Adevinta ASA (ADE) - Adevinta announces Pricing of Senior Secured Notes and Term Loan B

Oslo, 22 October 2020 - Adevinta ASA ("Adevinta") announced today that it has

priced:

* an offering of approximately EUR1,060 million aggregate principal amount of

senior secured notes (the "Notes"); and

* a new senior secured Term Loan B facility consisting of a EUR900 million EUR-

denominated tranche (the "EUR TLB") and a $506 million U.S. dollar-

denominated tranche (the "USD TLB" and, together with the EUR TLB, the "Term

Loan B").

The Notes consist of two tranches: EUR660 million aggregate principal amount of

Notes due 2025, bearing interest at a rate of 2.625% per annum and EUR400 million

aggregate principal amount of Notes due 2027, bearing interest at a rate of

3.000% per annum.

The EUR TLB will bear interest at a rate per annum equal to EURIBOR (subject to

a floor of zero) plus 3.250%, subject to a leveraged based margin ratchet. The

USD TLB will bear interest at a rate per annum equal to LIBOR (subject to a

0.75% floor) plus 3.000%, subject to a leveraged based margin ratchet.

The Notes are expected to be issued on 5 November 2020, subject to customary

closing conditions.

Adevinta intends to use the proceeds from the Notes and Term Loan B to, among

other things, fund a portion of the cash consideration for the acquisition (the

"Acquisition") of the eBay Classifieds group ("eCG") and refinance existing

debt.

The gross proceeds from the issuance of the Notes will be placed into a

segregated escrow account pledged in favour of the holders of the Notes. The

proceeds of the Notes will be released from escrow, and the Term Loan B will be

funded, immediately prior to completion of the Acquisition, subject to

satisfaction of certain customary conditions.

The Term Loan B and the Notes will be guaranteed by certain subsidiaries of

Adevinta and eCG and secured by shares of certain of the guarantors as well as

certain material bank accounts and the intercompany receivables of Adevinta.

This press release is neither an offer to sell nor the solicitation of an offer

to buy any securities and shall not constitute an offer, solicitation or sale in

any jurisdiction in which such offering, solicitation or sale would be unlawful.

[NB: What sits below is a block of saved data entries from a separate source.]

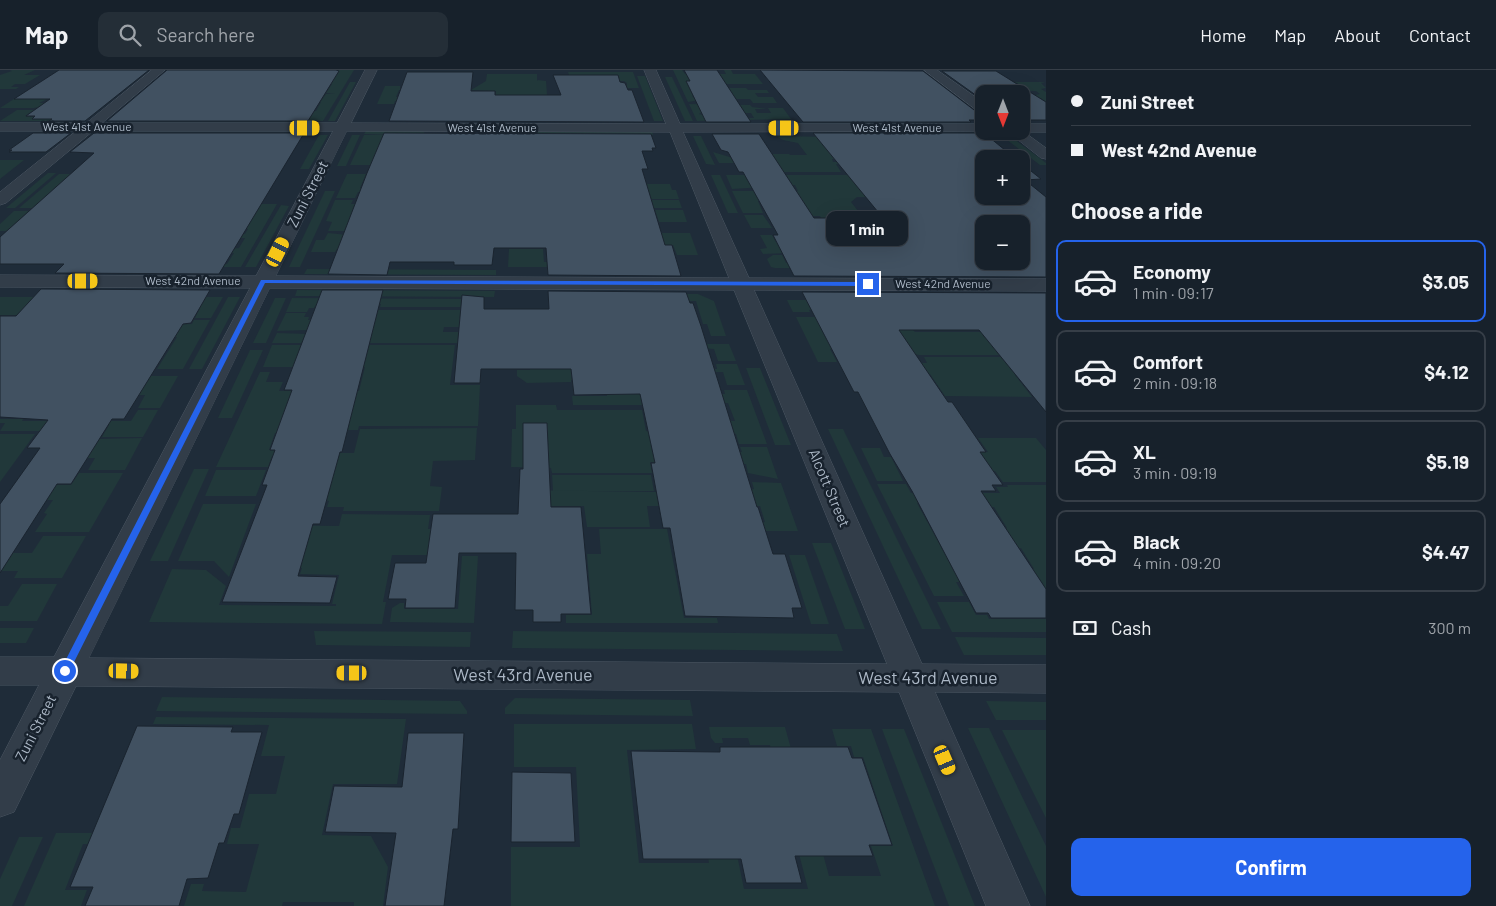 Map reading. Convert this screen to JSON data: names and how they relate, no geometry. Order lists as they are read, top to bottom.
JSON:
{
  "streets": {
    "street": [
      "West 41st Avenue",
      "Zuni Street",
      "West 42nd Avenue",
      "Alcott Street",
      "West 43rd Avenue"
    ]
  },
  "crossings": [
    ["West 41st Avenue", "Zuni Street"],
    ["West 41st Avenue", "Alcott Street"],
    ["Zuni Street", "West 42nd Avenue"],
    ["Zuni Street", "West 43rd Avenue"],
    ["West 42nd Avenue", "Alcott Street"],
    ["Alcott Street", "West 43rd Avenue"]
  ],
  "north": "bottom",
  "page": {
    "header": "Map",
    "search": "Search here",
    "nav": [
      "Home",
      "Map",
      "About",
      "Contact"
    ],
    "banner": ["Zuni Street", "West 42nd Avenue"],
    "map_buttons": ["+", "−"],
    "heading": "Choose a ride",
    "bubble": "1 min",
    "list": [
      {
        "name": "Economy",
        "note": "1 min · 09:17",
        "value": "$3.05"
      },
      {
        "name": "Comfort",
        "note": "2 min · 09:18",
        "value": "$4.12"
      },
      {
        "name": "XL",
        "note": "3 min · 09:19",
        "value": "$5.19"
      },
      {
        "name": "Black",
        "note": "4 min · 09:20",
        "value": "$4.47"
      }
    ],
    "pay": ["Cash", "300 m"],
    "buttons": "Confirm"
  }
} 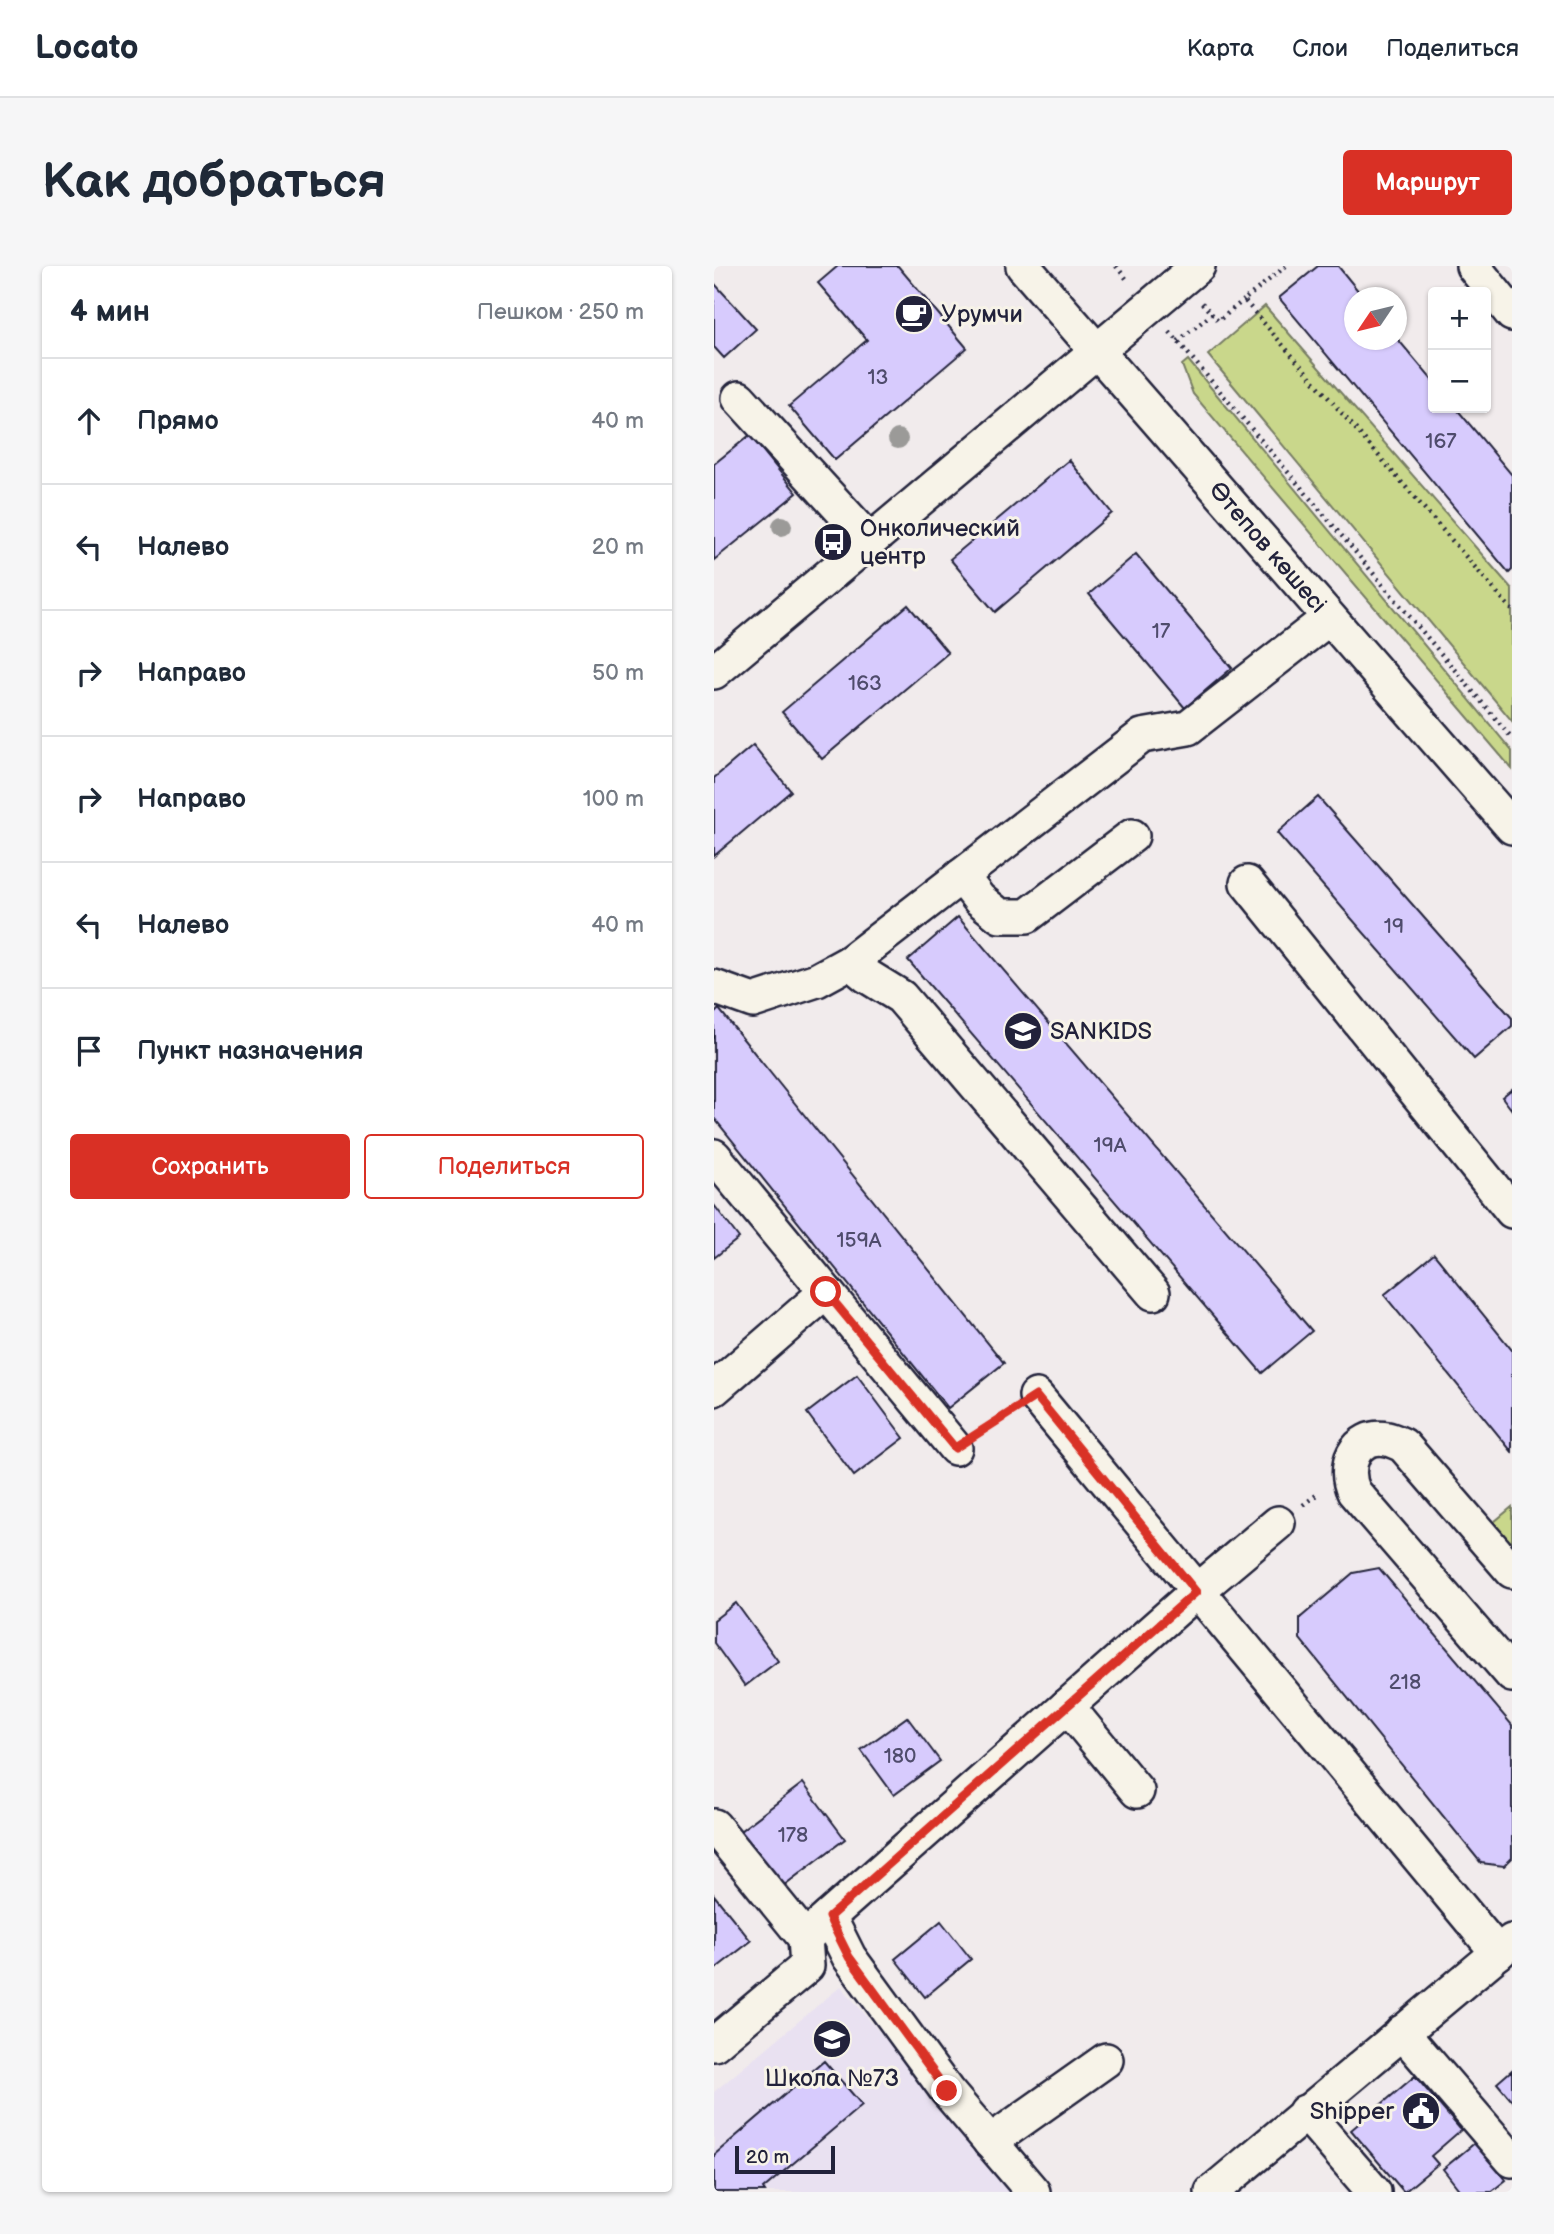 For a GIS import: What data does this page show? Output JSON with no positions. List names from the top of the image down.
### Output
{
  "streets": {
    "street": ["Өтепов көшесі"]
  },
  "places": {
    "cafe": ["Урумчи"],
    "bus stop": ["Онколический центр"],
    "school or university": ["SANKIDS", "Школа №73"],
    "public building": ["Shipper"]
  },
  "house_numbers": [
    "13",
    "167",
    "17",
    "163",
    "19",
    "19А",
    "159А",
    "218",
    "180",
    "178"
  ],
  "scale_bar": "20 m",
  "north": "bottom left",
  "page": {
    "header": "Locato",
    "nav": ["Карта", "Слои", "Поделиться"],
    "buttons": [
      "Маршрут",
      ["Сохранить", "Поделиться"]
    ],
    "title": "Как добраться",
    "heading": ["4 мин", "Пешком · 250 m"],
    "map_buttons": ["+", "−"],
    "list": [
      ["Прямо", "40 m"],
      ["Налево", "20 m"],
      ["Направо", "50 m"],
      ["Направо", "100 m"],
      ["Налево", "40 m"],
      "Пункт назначения"
    ],
    "scale": "20 m"
  }
}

The Notes discussed in this release have not been, and will not be, registered

under the U.S. Securities Act of 1933, as amended, and may not be offered or

sold in the United States or to US persons without registration or pursuant to

an applicable exemption from registration under that act.

Forward-looking information

Matters discussed in this announcement may constitute forward-looking

statements, including statements relating to the Notes and the Term Loan B,

including the expected terms of the instruments upon issuance and intended use

of proceeds. Forward-looking statements are statements that are not historical

facts and may be identified by words such as "believe", "aims", "expect",

"anticipate", "intends", "estimate", "will", "may", "continue", "should" and

similar expressions. The forward-looking statements in this release are subject

to risks, uncertainties, contingencies and other important factors that could

cause actual events to differ materially from the expectations expressed or

implied in this release by such forward-looking statements. Forward-looking

statements speak only as of the date they are made and cannot be relied upon as

a guide to future performance. The Company expressly disclaims any obligation or

undertaking to update, review or revise any forward-looking statement contained

in this announcement whether as a result of new information, future developments

or otherwise.

This information is subject to the disclosure requirements pursuant to Section

5-12 the Norwegian Securities Trading Act.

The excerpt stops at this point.